Despite the ABA’s legal fight, it should be relatively easy for most lawyers to develop written policies to ensure their clients are not using identity theft to procure legal advice.  A court may soon decide if lawyers will need to implement their own red flags policies.
 

Congressional Insider Trading

On Friday the Cleveland Plain Dealer reported that members of the U.S. House Financial Services Committee bought and sold financial stocks last fall, at the same time that the Committee was approving the bailout, and in the same companies that the Committee would later criticize for incompetence and greed. The article points out two potential problems:

1. The potential for conflicts of interest; and
2. The potential for trading on material, non-public information.

Some of the trades resulted in avoiding significant losses; while perhaps more troubling, some trades resulted in increased losses, which may at least be proof there was no impropriety.

In any event, such trades do not appear to violate Congressional ethics rules (although, arguably they could violate broad rules against using one’s office for “improper advantage”); however, the securities rules are more troublesome. If a member of Congress trades in securities based on material, non-public information provided by a corporate insider, the representative faces possible liability under a tipper/tippee theory assuming other elements of the offense are met.

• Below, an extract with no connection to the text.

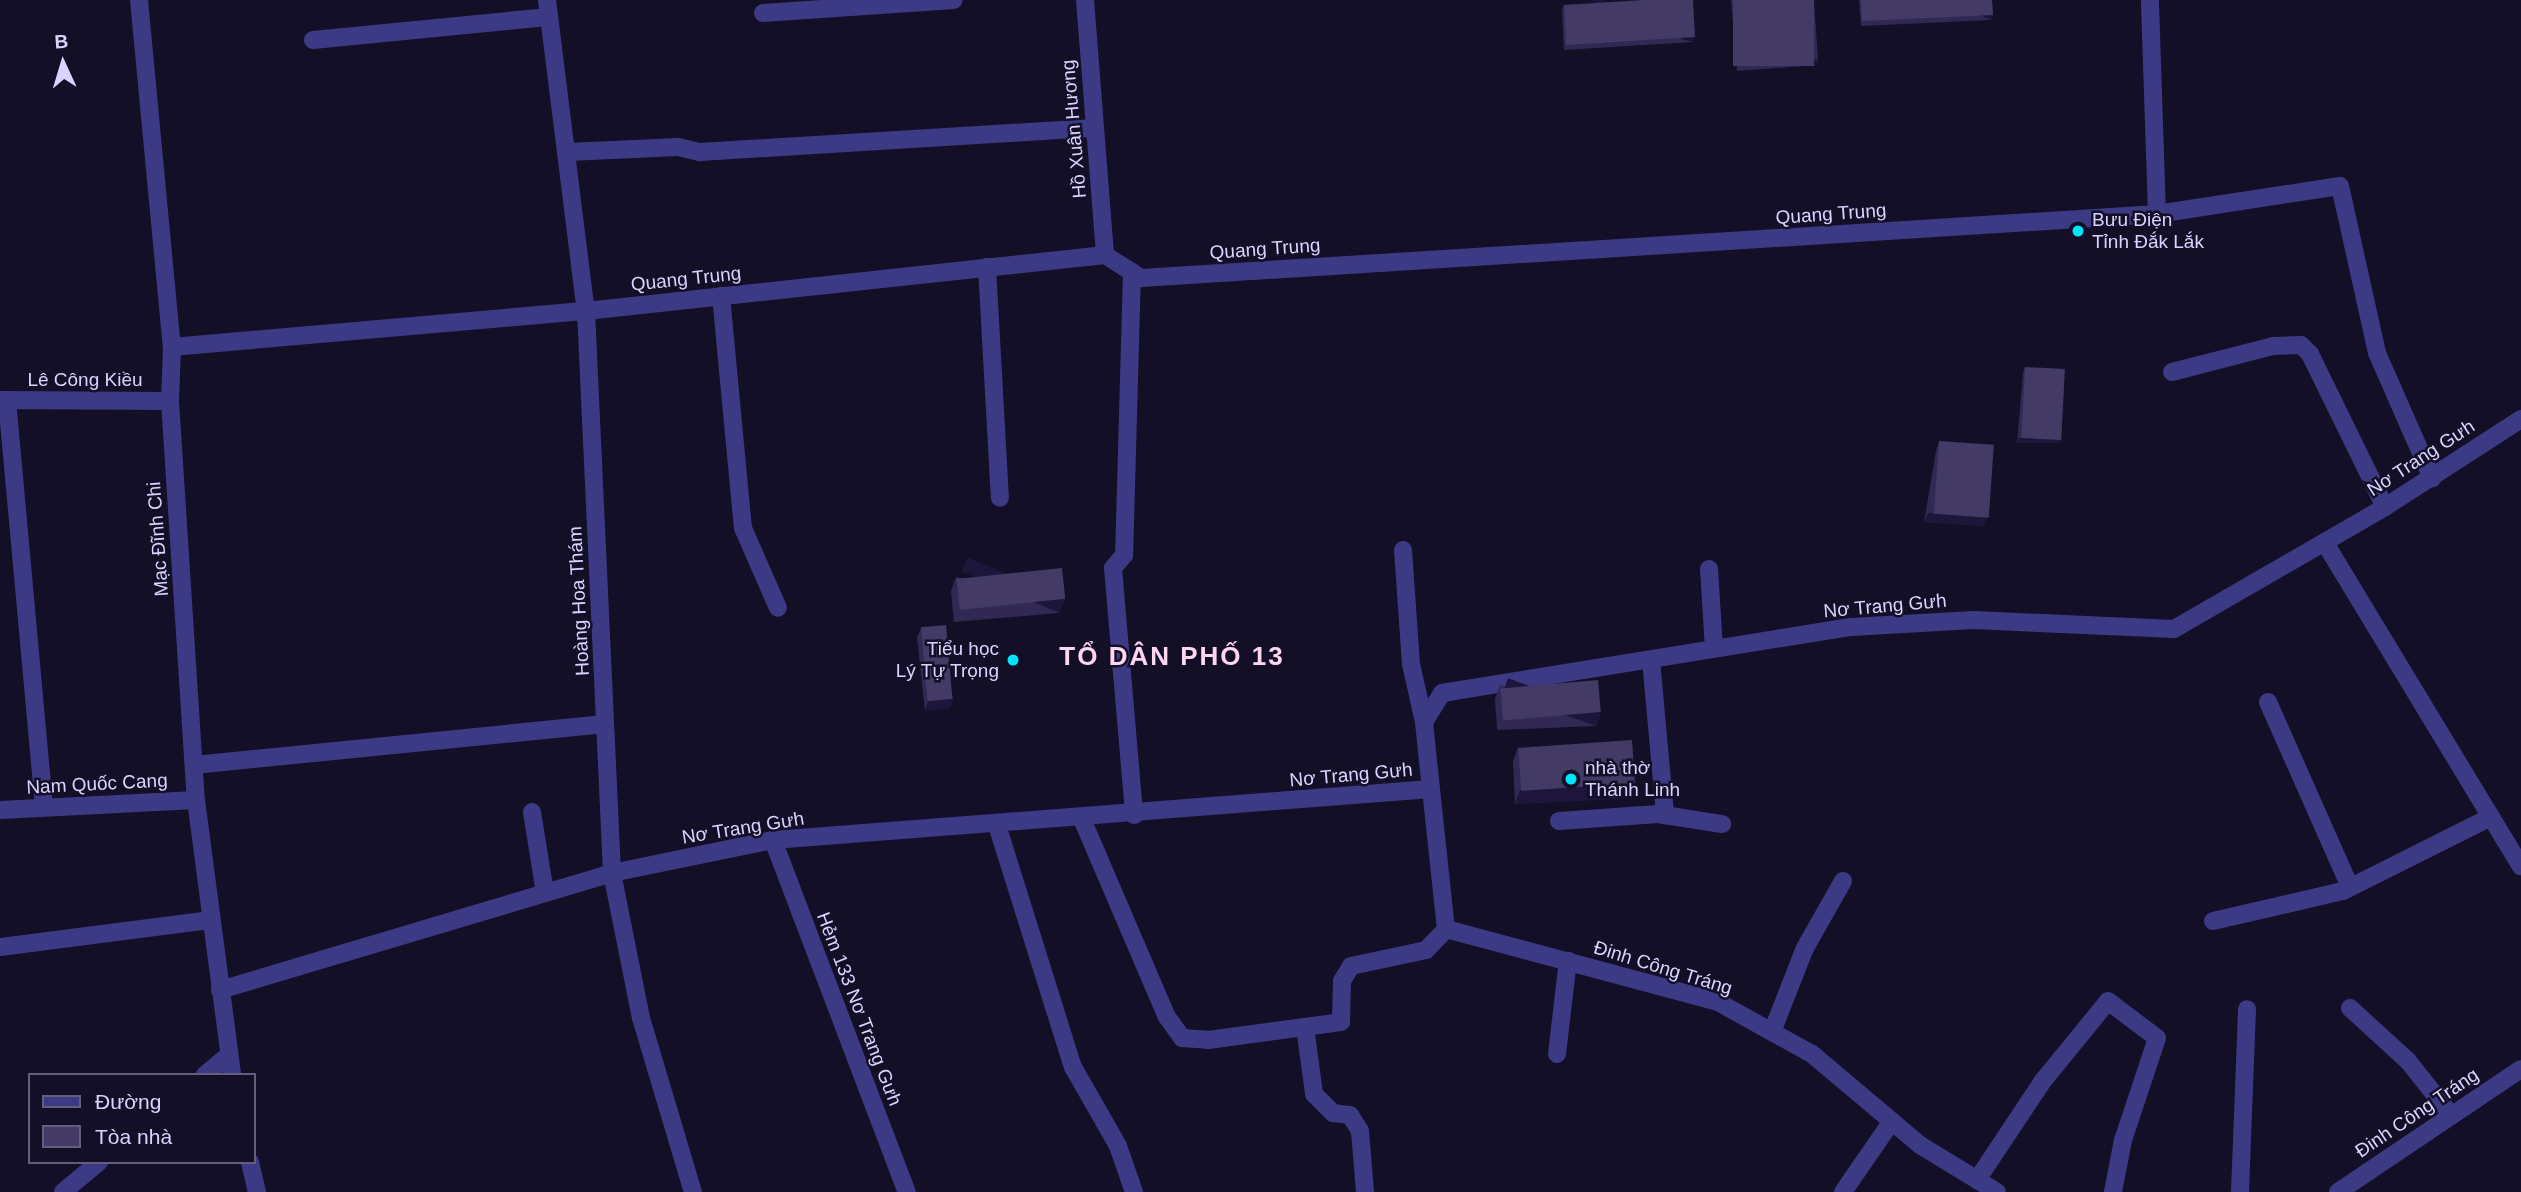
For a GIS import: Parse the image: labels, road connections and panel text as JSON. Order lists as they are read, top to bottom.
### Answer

But, if the representative trades based on material, non-public information that results from the representative knowing about a new regulation or government program that will affect a company, liability depends on whether the representative has breached a duty to the source of the information, presumably Congress or some other source to which no duty is owed.

Congressional staffers are not so lucky, as they potentially owe a duty to their representative, the source of the information.

This is not a new issue. The Stop Trading on Congressional Knowledge Act aims to close this loophole but has failed to pass despite annual tries since 2006. Also interesting is the fact that two SEC lawyers got in trouble about a month ago for trading in the securities of issuers under investigation, and the Commission quickly enacted rules to stop the practice. Congress has been at least 3 years slower.
 

Geithner announces support for executive compensation reforms, but Congress might have its own agenda

On Wednesday, June 10, Secretary of the Treasury, Timothy Geithner outlined the Obama administration’s new proposals on executive compensation. The proposals focused on greater independence of corporate compensation committees and giving shareholders a nonbinding vote on executive compensation, commonly known as ‘say on pay’ provisions. Geithner outlined five guiding principals for executive compensation, namely:

  1. compensation plans should properly measure and reward performance;
  2. compensation should be structured to account for the time horizon of risks by aligning executive (and highly compensated individual) pay with long-term value creation;
  3. compensation should be aligned with sound risk management;
  4. golden parachutes and supplemental retirement packages should properly align the interests of executives with the interests of shareholders; and
  5. the compensation setting process should promote transparency and accountability.

Geithner promoted the administration’s support for legislation requiring greater compensation committee independence for companies listed on the national securities exchanges. The proposed legislation would require compensation committee members to meet the stringent independence standards required of audit committee members under the Sarbanes Oxley Act. In addition, the proposed legislation would provide compensation committees with the right to (i) hire compensation consultants, (ii) hire legal counsel, and (iii) require each company to “appropriately” fund the compensation committee to allow it to execute its independent compensation oversight responsibilities.

In addition, Geithner promoted the administration’s support for legislation requiring non-binding ‘say on pay’ votes by shareholders. The legislation would require all public companies to include a proposal to allow shareholders to approve or disapprove of the compensation arrangements listed in a company’s annual proxy statement. It is unclear whether the proposed legislation would require annual non-binding shareholder votes to affirm previously approved executive compensation plans.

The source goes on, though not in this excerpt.